Las negociaciones que siguieron fueron bastante difíciles por muchas razones. No sólo los temas eran complejos y había que superar la desconfianza entre las partes, sino que debieron llevarse a cabo en medio de una terrible crisis financiera que se registró en el país al inicio de la Administración del nuevo gobierno. La crisis económica tuvo que ser enfrentada firmemente, con acciones dolorosas pero necesarias –y obviamente impopulares–, todo lo cual creó un ambiente político poco propicio para la negociación.

Tuve claro que las duras decisiones que debía tomar animarían a políticos oportunistas y demagogos, a lucrar políticamente con la situación. No me importó: mi deber no era ser popular sino hacer lo necesario para que México superara la amenaza de sumirse en el estancamiento económico y el retroceso social por muchos años. Con el esfuerzo de todos, se logró y en los siguientes 5 años, la economía del país creció a un promedio anual considerablemente mayor al registrado en 2 décadas, al tiempo que pudieron emprenderse políticas sociales que combatían frontalmente la pobreza. Esto se hizo sin condicionamientos políticos o clientelismos electorales, pues tales condicionamientos son el trato más indigno y humillante a los grupos menos favorecidos.

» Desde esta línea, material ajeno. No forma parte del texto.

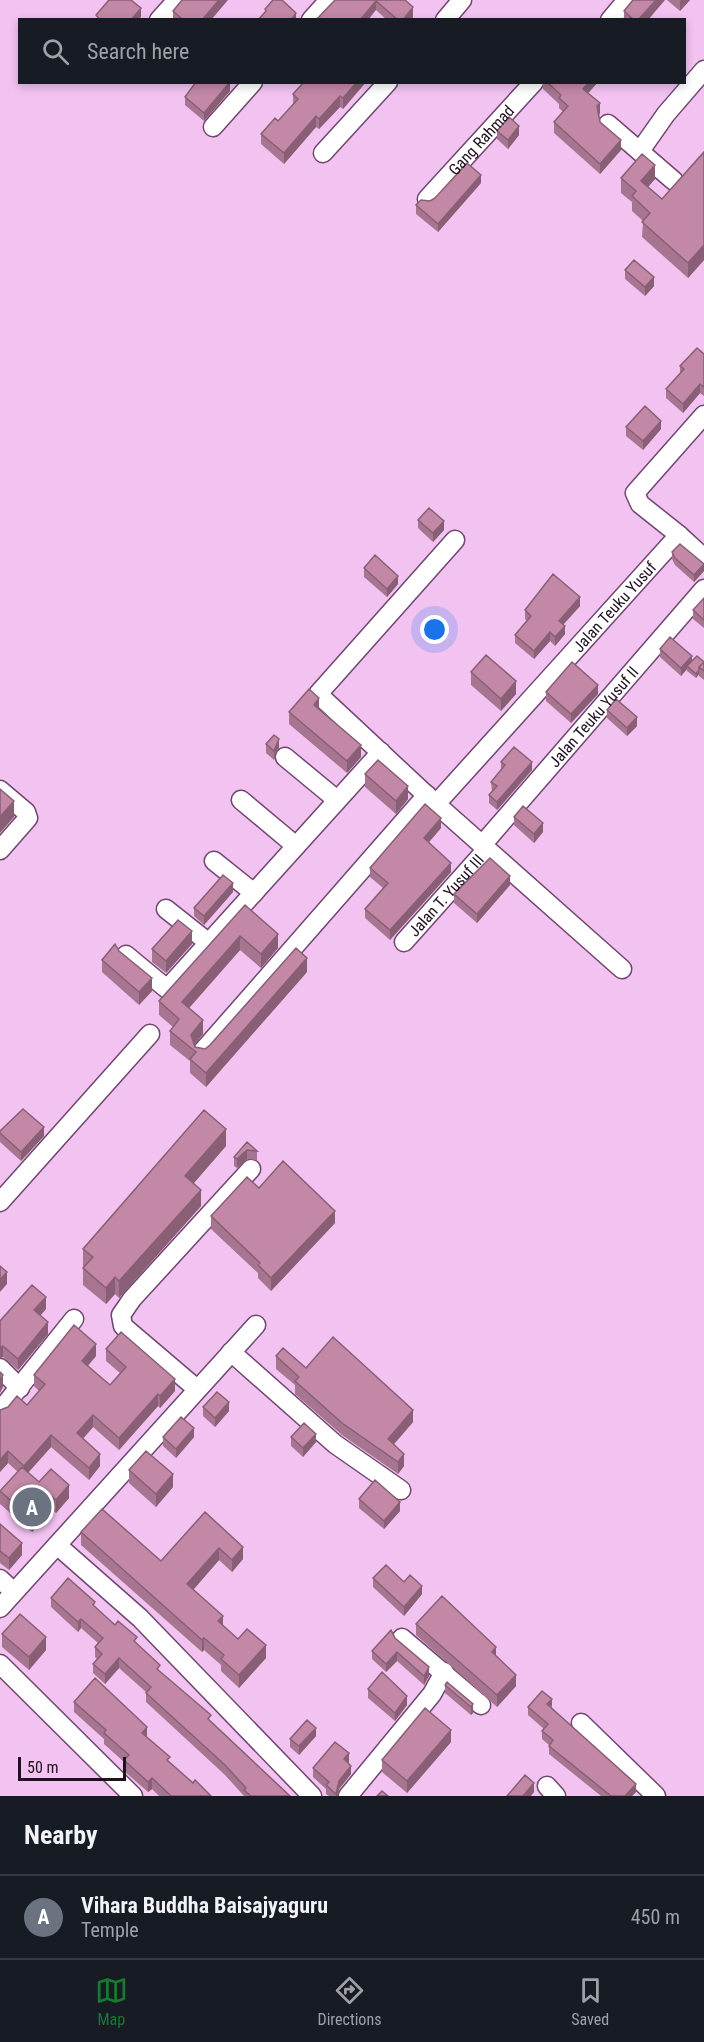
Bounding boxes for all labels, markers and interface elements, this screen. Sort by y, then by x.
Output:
search box [18,18,686,84]
icon: search [39,35,72,68]
text: Search here [87,39,189,64]
street label: Gang Rahmad [445,101,518,179]
street label: Jalan Teuku Yusuf [569,558,660,656]
your location [420,615,449,644]
street label: Jalan Teuku Yusuf II [545,663,642,771]
street label: Jalan T. Yusuf III [405,850,488,940]
pin: A [12,1484,51,1530]
scale bar [18,1754,126,1782]
text: 50 m [27,1758,59,1777]
text: Nearby [24,1820,98,1850]
text: Vihara Buddha Baisajyaguru [81,1893,328,1918]
text: A [38,1905,49,1929]
text: 450 m [631,1905,680,1929]
text: Temple [81,1918,139,1942]
tab: Map [95,1974,128,2029]
tab: Directions [318,1974,381,2029]
tab: Saved [571,1974,609,2029]

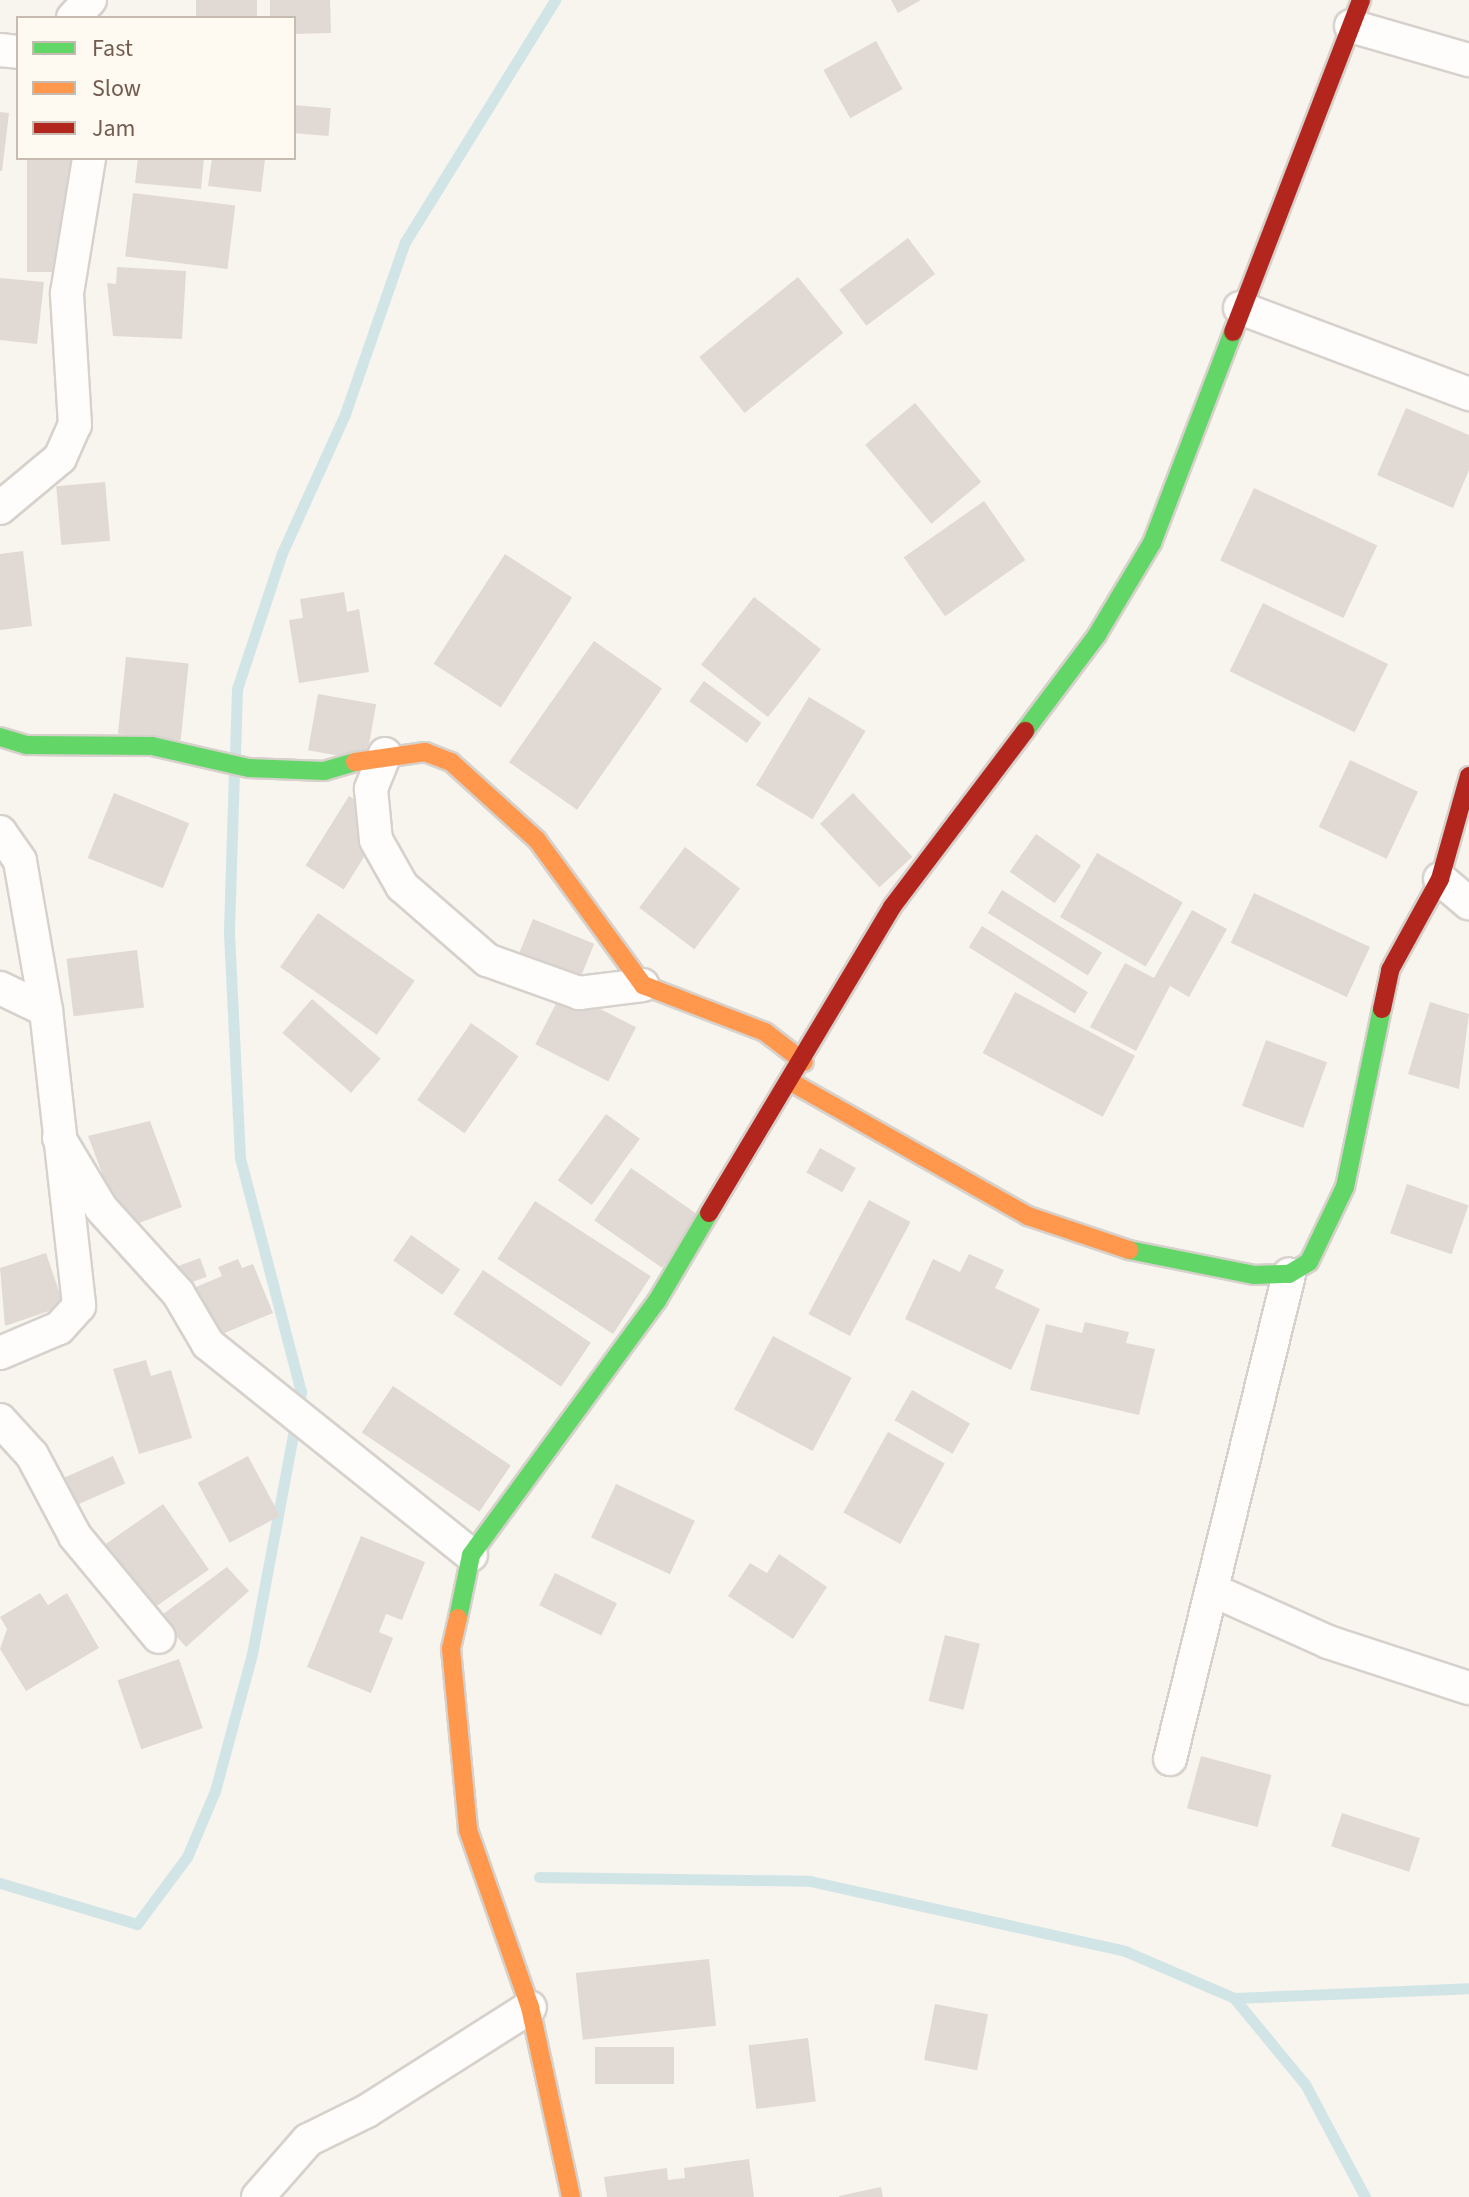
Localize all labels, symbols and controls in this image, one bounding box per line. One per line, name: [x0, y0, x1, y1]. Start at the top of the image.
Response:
legend: [16, 16, 296, 160]
text: Fast: [92, 31, 133, 66]
text: Slow: [92, 71, 141, 106]
text: Jam: [92, 111, 136, 146]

Pese a las dificultades, al cabo de 18 meses de arduos esfuerzos, el proceso llegó a una conclusión satisfactoria: todos los partidos acordaron una importante reforma constitucional que cambió radicalmente las instituciones, normas y procedimientos electorales.

Como resultado de esa reforma, el Instituto Federal Electoral (IFE) se volvió verdaderamente autónomo respecto al Ejecutivo. Entre muchos resultados importantes, la reforma estableció condiciones precisas para el financiamiento y el acceso a los medios de comunicación de los partidos políticos y sus candidatos a fin de garantizar la equidad en la competencia electoral. Asimismo, se estipuló el principio de que la autoridad electoral debe contar con recursos presupuestarios suficientes para cumplir con los más altos estándares en recursos humanos, equipo y todas las demás capacidades necesarias que exijan el cumplimiento de su responsabilidad crucial de proteger el voto de los ciudadanos. La protección de este derecho fue reforzada con la creación de un Tribunal Electoral Federal autónomo dentro del Poder Judicial para resolver todas las controversias electorales, al tiempo que dio a la Suprema Corte el poder de decidir sobre la constitucionalidad de las leyes electorales tanto a nivel federal como estatal.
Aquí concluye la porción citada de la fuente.